Luzia sintió frío en las manos, humedad en las axilas. Desde que era niña, desde que los niños examinaban su brazo rígido en el patio de la iglesia, Luzia había aprendido lo que se debía hacer cuando las lágrimas amenazaban con salir. Apretaba los labios con fuerza hasta que se tornaban blancos y descoloridos. Luego los aflojaba y la sangre regresaba, provocando un tibio hormigueo. Lo hacía una y otra vez, concentrándose en el dolor y en el alivio, y no en la sequedad de la garganta y el picor de los ojos.

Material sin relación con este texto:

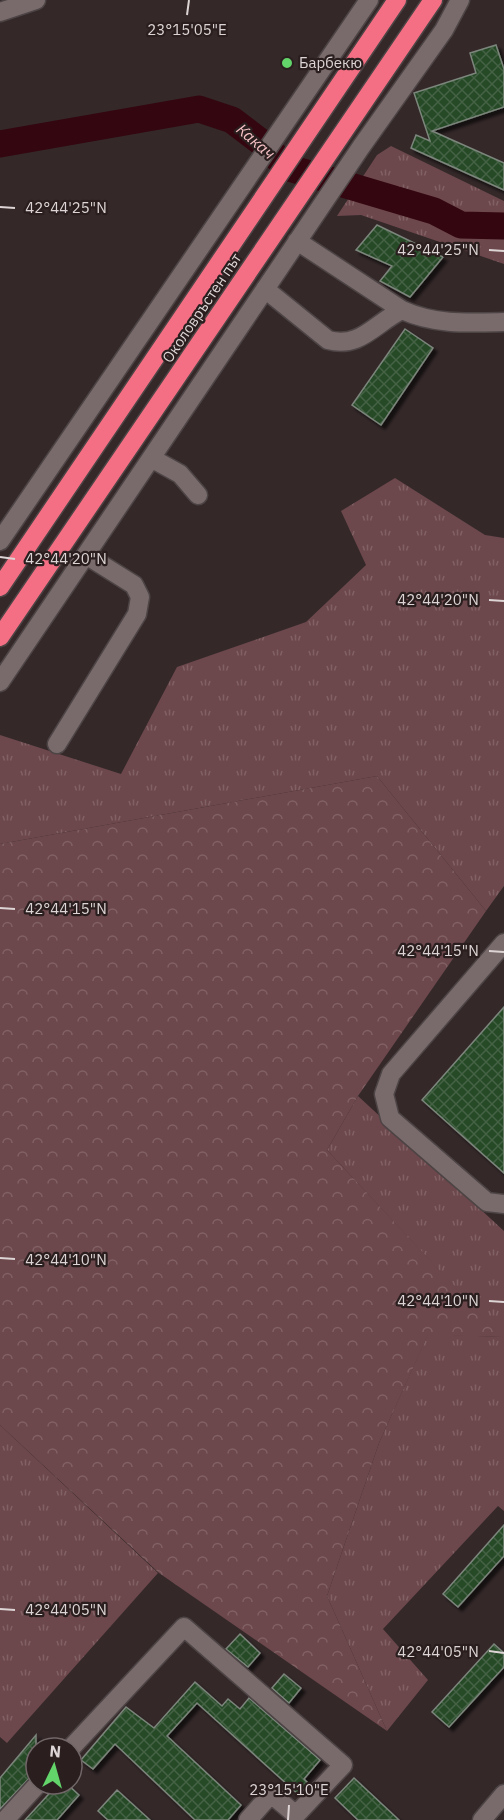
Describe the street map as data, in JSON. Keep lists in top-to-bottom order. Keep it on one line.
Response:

—Tal vez tengas suerte —continuó el hombre de la enorme cicatriz en el rostro—. Soy muy respetuoso con las damas. No las mato. Pero no todas las mujeres son damas. ¿Tú qué eres?

Luzia sintió que el corazón le latía con fuerza dentro del pecho. Ella no era una dama, ni una doña ni una señora. Pero tampoco era del otro tipo de mujeres, acerca de las cuales le advertía tía Sofía. Ella era Gramola. Inservible y sin propósito. Jamás había utilizado ese nombre, jamás lo había pronunciado en voz alta. Luzia estiró el cuello, echó los hombros hacia atrás y dio un paso hacia el sol.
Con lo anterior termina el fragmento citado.